# YOUR OBJECTIVE
Keep the images out while you set down the data exactly.

--- SOURCE MATERIAL Enclosed Below ---

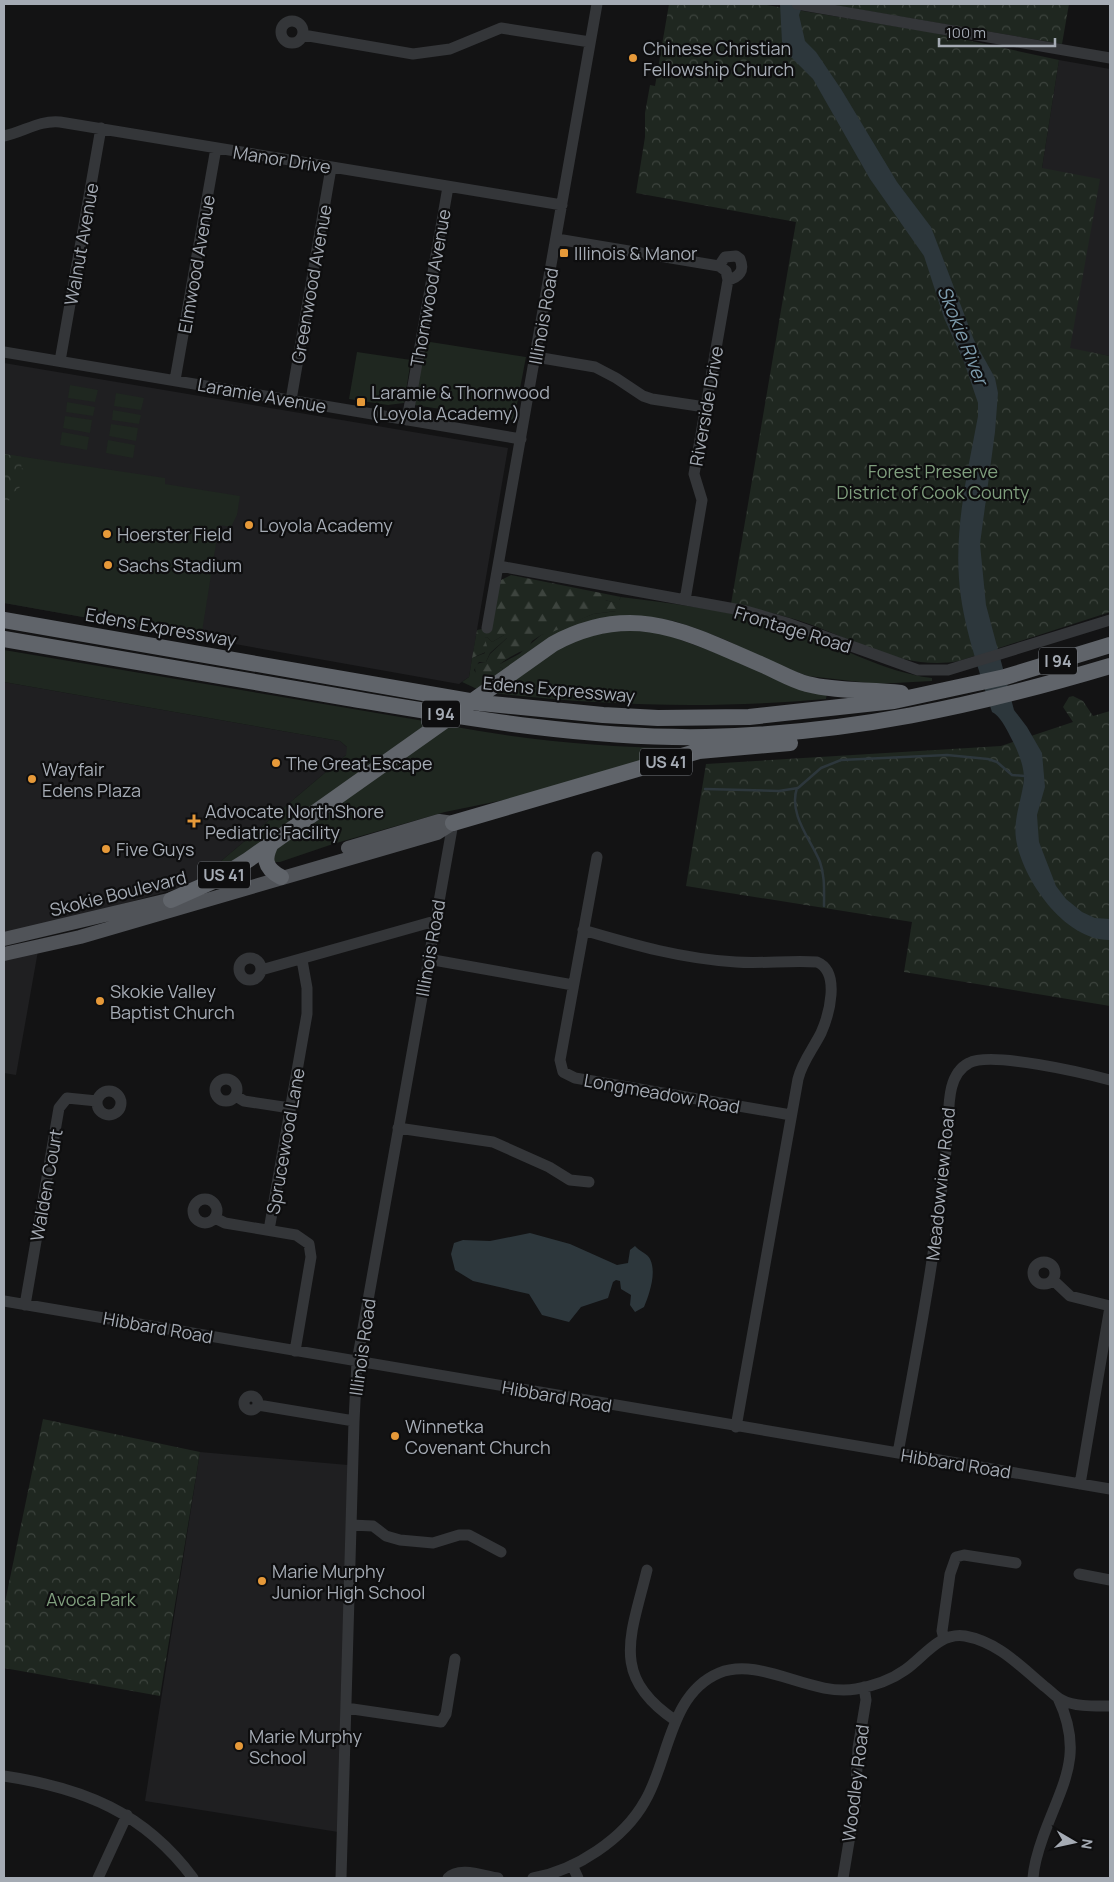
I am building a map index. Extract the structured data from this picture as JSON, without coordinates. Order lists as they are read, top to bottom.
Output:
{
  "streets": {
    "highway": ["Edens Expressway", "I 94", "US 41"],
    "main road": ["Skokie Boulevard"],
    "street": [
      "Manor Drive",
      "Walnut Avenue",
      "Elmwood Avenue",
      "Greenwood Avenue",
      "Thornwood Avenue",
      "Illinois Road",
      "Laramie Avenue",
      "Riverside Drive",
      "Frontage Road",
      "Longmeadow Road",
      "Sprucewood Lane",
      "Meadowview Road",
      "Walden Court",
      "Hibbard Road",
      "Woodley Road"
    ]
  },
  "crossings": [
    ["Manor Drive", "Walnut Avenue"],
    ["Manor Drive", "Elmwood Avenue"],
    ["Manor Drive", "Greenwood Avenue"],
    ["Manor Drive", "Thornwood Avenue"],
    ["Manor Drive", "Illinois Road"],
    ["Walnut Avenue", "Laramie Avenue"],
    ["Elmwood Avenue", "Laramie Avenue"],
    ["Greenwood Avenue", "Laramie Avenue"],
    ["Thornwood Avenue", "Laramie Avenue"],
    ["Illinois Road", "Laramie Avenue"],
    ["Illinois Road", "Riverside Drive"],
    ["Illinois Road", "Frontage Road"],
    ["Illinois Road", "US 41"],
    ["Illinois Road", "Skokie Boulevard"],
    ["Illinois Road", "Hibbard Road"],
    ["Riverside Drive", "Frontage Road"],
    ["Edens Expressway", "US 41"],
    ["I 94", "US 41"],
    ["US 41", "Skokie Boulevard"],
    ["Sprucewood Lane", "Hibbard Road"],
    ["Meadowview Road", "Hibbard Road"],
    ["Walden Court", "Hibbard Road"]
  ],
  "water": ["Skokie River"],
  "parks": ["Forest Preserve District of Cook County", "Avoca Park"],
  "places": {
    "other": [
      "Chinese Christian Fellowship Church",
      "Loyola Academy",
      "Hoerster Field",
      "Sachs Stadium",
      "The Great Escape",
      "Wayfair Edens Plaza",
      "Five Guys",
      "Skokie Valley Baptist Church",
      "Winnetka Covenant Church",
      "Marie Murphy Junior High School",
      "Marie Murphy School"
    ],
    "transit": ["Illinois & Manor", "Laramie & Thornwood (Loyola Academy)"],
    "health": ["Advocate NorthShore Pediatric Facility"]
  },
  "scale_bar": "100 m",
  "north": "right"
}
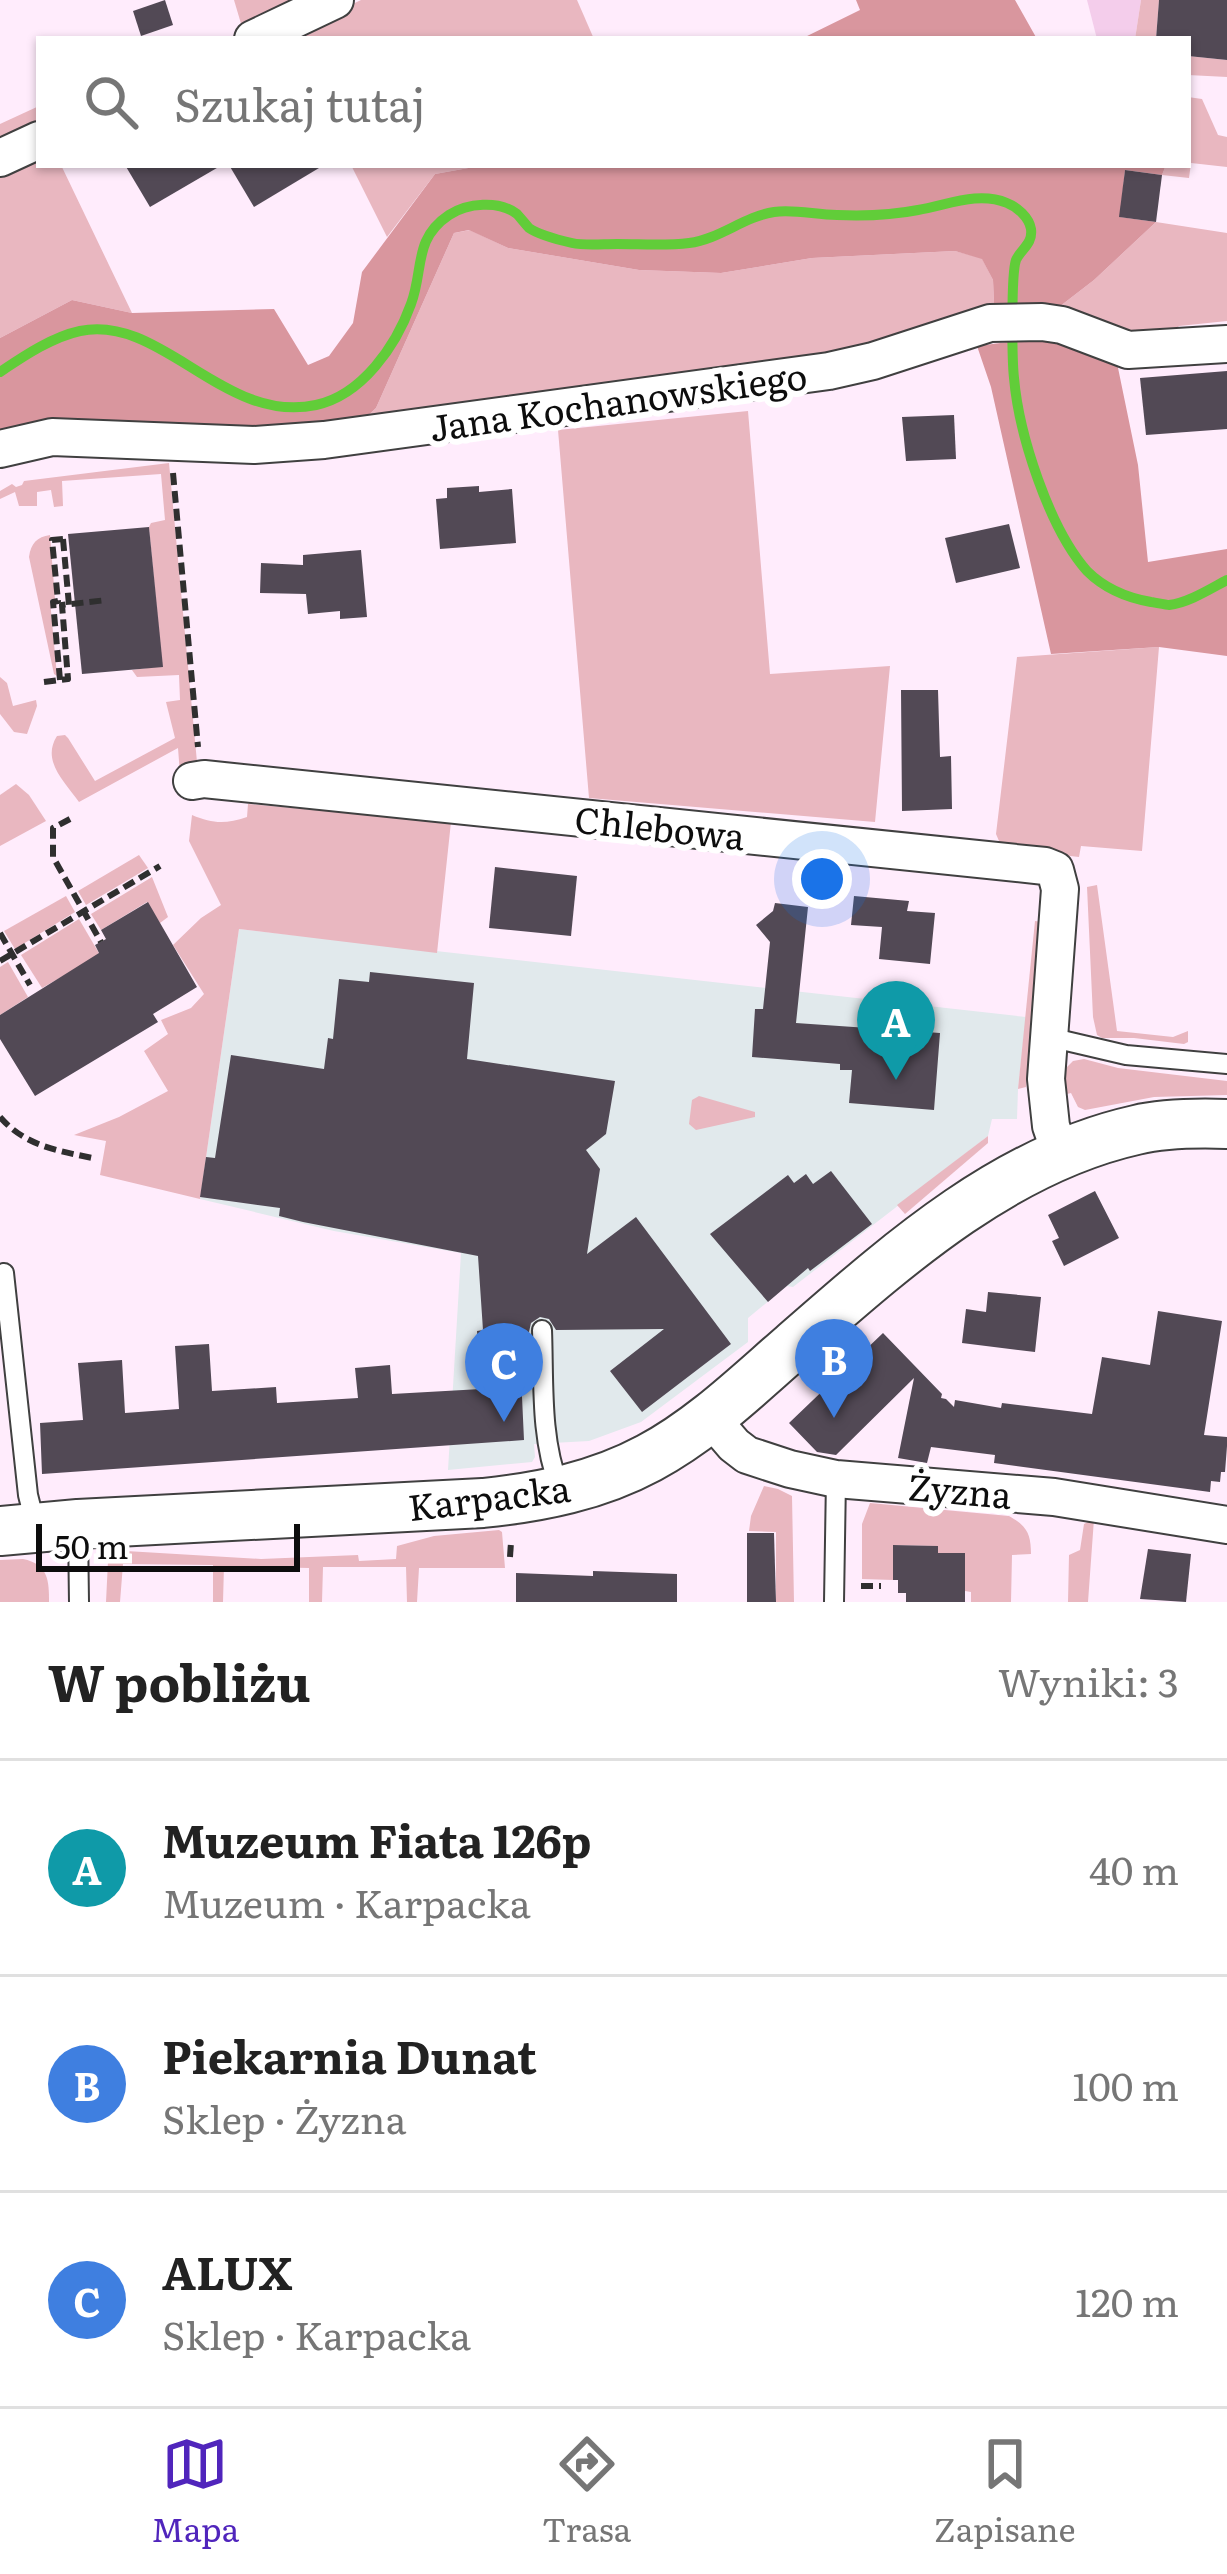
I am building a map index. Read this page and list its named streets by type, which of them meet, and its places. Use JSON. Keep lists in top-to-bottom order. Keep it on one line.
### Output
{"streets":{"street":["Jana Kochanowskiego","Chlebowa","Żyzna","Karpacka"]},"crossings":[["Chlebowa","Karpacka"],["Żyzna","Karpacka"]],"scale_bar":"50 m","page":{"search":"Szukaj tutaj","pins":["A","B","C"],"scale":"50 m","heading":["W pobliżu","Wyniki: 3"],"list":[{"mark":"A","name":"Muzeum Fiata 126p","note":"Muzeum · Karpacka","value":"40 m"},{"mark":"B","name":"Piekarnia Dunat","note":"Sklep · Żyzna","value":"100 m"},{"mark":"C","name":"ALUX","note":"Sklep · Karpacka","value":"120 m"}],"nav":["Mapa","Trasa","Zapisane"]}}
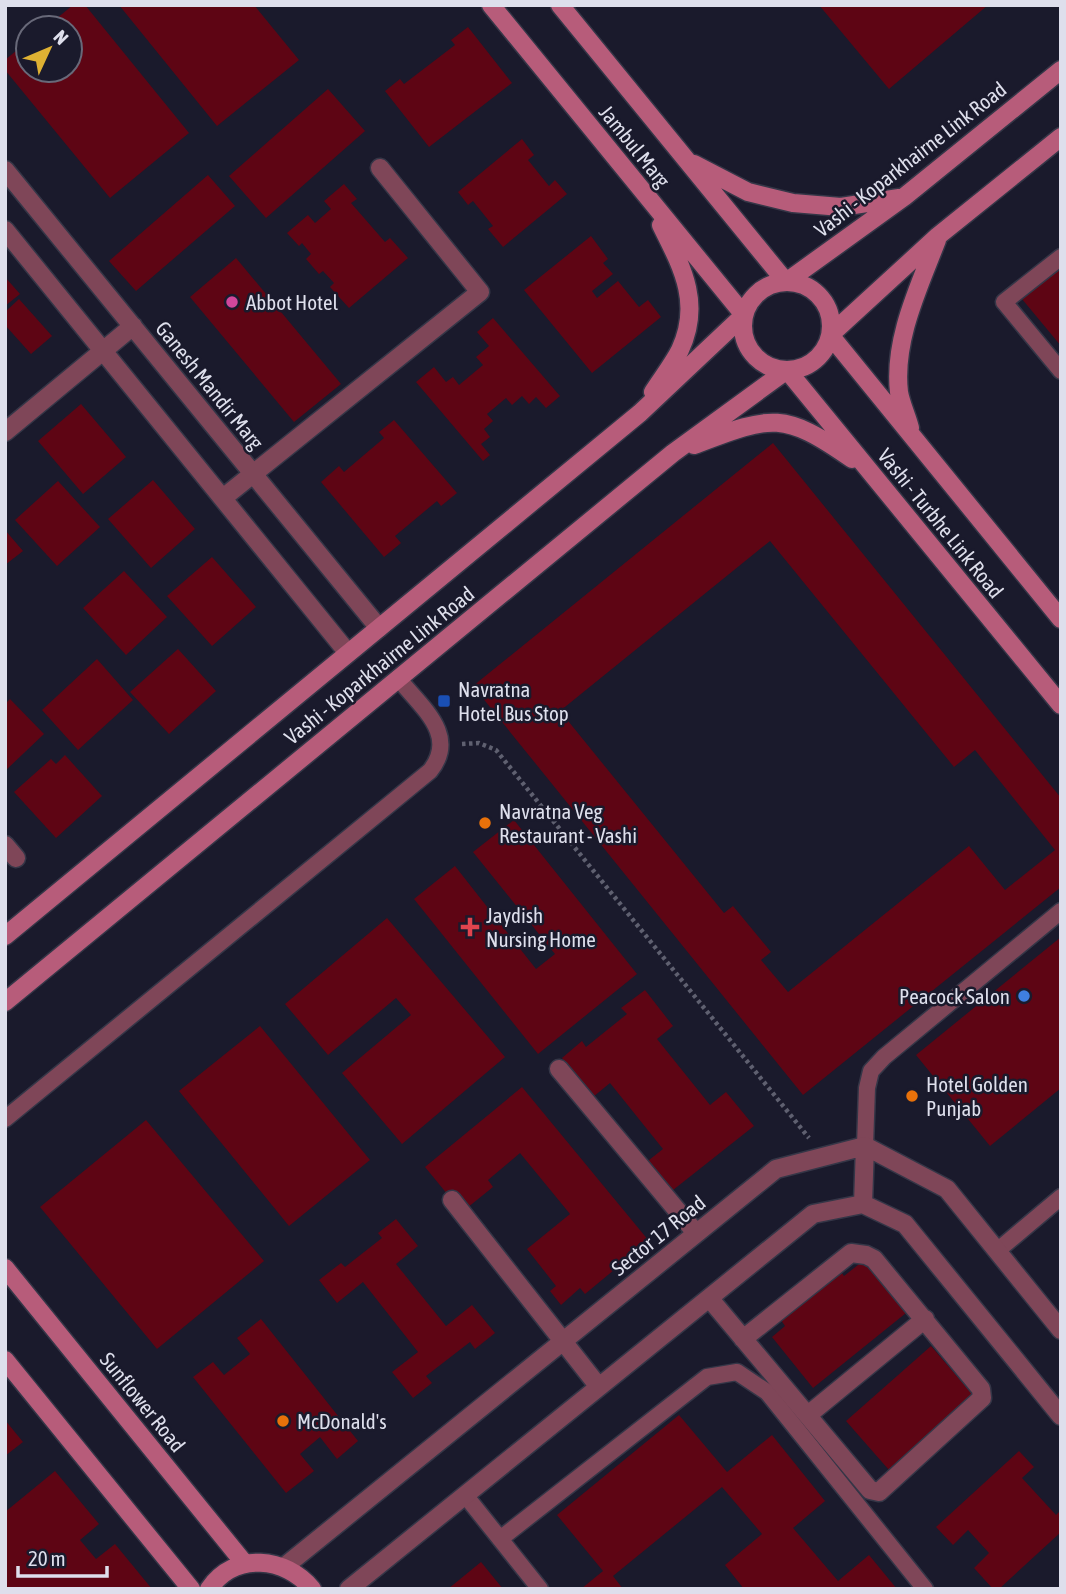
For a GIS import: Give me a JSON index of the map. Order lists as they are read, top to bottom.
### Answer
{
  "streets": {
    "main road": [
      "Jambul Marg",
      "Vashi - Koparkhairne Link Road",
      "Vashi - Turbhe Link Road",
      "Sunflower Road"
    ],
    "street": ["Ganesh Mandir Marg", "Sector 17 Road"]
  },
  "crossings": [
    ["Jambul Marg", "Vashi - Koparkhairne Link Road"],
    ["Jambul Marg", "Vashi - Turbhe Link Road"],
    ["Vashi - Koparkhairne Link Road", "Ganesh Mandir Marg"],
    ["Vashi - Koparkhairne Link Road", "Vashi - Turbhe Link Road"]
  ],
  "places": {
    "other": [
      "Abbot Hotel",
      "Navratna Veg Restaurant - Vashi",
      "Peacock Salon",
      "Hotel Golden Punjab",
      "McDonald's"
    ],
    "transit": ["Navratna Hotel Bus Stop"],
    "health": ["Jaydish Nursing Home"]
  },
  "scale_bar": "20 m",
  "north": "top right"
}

--- End of Enclosed SOURCE MATERIAL ---

# EXERCISE ANSWER
I am building a map index. Extract the structured data from this picture as JSON, without coordinates. Order lists as they are read, top to bottom.
Output:
{
  "streets": {
    "highway": ["Edens Expressway", "I 94", "US 41"],
    "main road": ["Skokie Boulevard"],
    "street": [
      "Manor Drive",
      "Walnut Avenue",
      "Elmwood Avenue",
      "Greenwood Avenue",
      "Thornwood Avenue",
      "Illinois Road",
      "Laramie Avenue",
      "Riverside Drive",
      "Frontage Road",
      "Longmeadow Road",
      "Sprucewood Lane",
      "Meadowview Road",
      "Walden Court",
      "Hibbard Road",
      "Woodley Road"
    ]
  },
  "crossings": [
    ["Manor Drive", "Walnut Avenue"],
    ["Manor Drive", "Elmwood Avenue"],
    ["Manor Drive", "Greenwood Avenue"],
    ["Manor Drive", "Thornwood Avenue"],
    ["Manor Drive", "Illinois Road"],
    ["Walnut Avenue", "Laramie Avenue"],
    ["Elmwood Avenue", "Laramie Avenue"],
    ["Greenwood Avenue", "Laramie Avenue"],
    ["Thornwood Avenue", "Laramie Avenue"],
    ["Illinois Road", "Laramie Avenue"],
    ["Illinois Road", "Riverside Drive"],
    ["Illinois Road", "Frontage Road"],
    ["Illinois Road", "US 41"],
    ["Illinois Road", "Skokie Boulevard"],
    ["Illinois Road", "Hibbard Road"],
    ["Riverside Drive", "Frontage Road"],
    ["Edens Expressway", "US 41"],
    ["I 94", "US 41"],
    ["US 41", "Skokie Boulevard"],
    ["Sprucewood Lane", "Hibbard Road"],
    ["Meadowview Road", "Hibbard Road"],
    ["Walden Court", "Hibbard Road"]
  ],
  "water": ["Skokie River"],
  "parks": ["Forest Preserve District of Cook County", "Avoca Park"],
  "places": {
    "other": [
      "Chinese Christian Fellowship Church",
      "Loyola Academy",
      "Hoerster Field",
      "Sachs Stadium",
      "The Great Escape",
      "Wayfair Edens Plaza",
      "Five Guys",
      "Skokie Valley Baptist Church",
      "Winnetka Covenant Church",
      "Marie Murphy Junior High School",
      "Marie Murphy School"
    ],
    "transit": ["Illinois & Manor", "Laramie & Thornwood (Loyola Academy)"],
    "health": ["Advocate NorthShore Pediatric Facility"]
  },
  "scale_bar": "100 m",
  "north": "right"
}
I am building a map index. Read this page and list its named streets by type, which of them meet, and its places. Use JSON. Keep lists in top-to-bottom order. Keep it on one line.
### Output
{"streets":{"street":["Jana Kochanowskiego","Chlebowa","Żyzna","Karpacka"]},"crossings":[["Chlebowa","Karpacka"],["Żyzna","Karpacka"]],"scale_bar":"50 m","page":{"search":"Szukaj tutaj","pins":["A","B","C"],"scale":"50 m","heading":["W pobliżu","Wyniki: 3"],"list":[{"mark":"A","name":"Muzeum Fiata 126p","note":"Muzeum · Karpacka","value":"40 m"},{"mark":"B","name":"Piekarnia Dunat","note":"Sklep · Żyzna","value":"100 m"},{"mark":"C","name":"ALUX","note":"Sklep · Karpacka","value":"120 m"}],"nav":["Mapa","Trasa","Zapisane"]}}
For a GIS import: Give me a JSON index of the map. Order lists as they are read, top to bottom.
### Answer
{
  "streets": {
    "main road": [
      "Jambul Marg",
      "Vashi - Koparkhairne Link Road",
      "Vashi - Turbhe Link Road",
      "Sunflower Road"
    ],
    "street": ["Ganesh Mandir Marg", "Sector 17 Road"]
  },
  "crossings": [
    ["Jambul Marg", "Vashi - Koparkhairne Link Road"],
    ["Jambul Marg", "Vashi - Turbhe Link Road"],
    ["Vashi - Koparkhairne Link Road", "Ganesh Mandir Marg"],
    ["Vashi - Koparkhairne Link Road", "Vashi - Turbhe Link Road"]
  ],
  "places": {
    "other": [
      "Abbot Hotel",
      "Navratna Veg Restaurant - Vashi",
      "Peacock Salon",
      "Hotel Golden Punjab",
      "McDonald's"
    ],
    "transit": ["Navratna Hotel Bus Stop"],
    "health": ["Jaydish Nursing Home"]
  },
  "scale_bar": "20 m",
  "north": "top right"
}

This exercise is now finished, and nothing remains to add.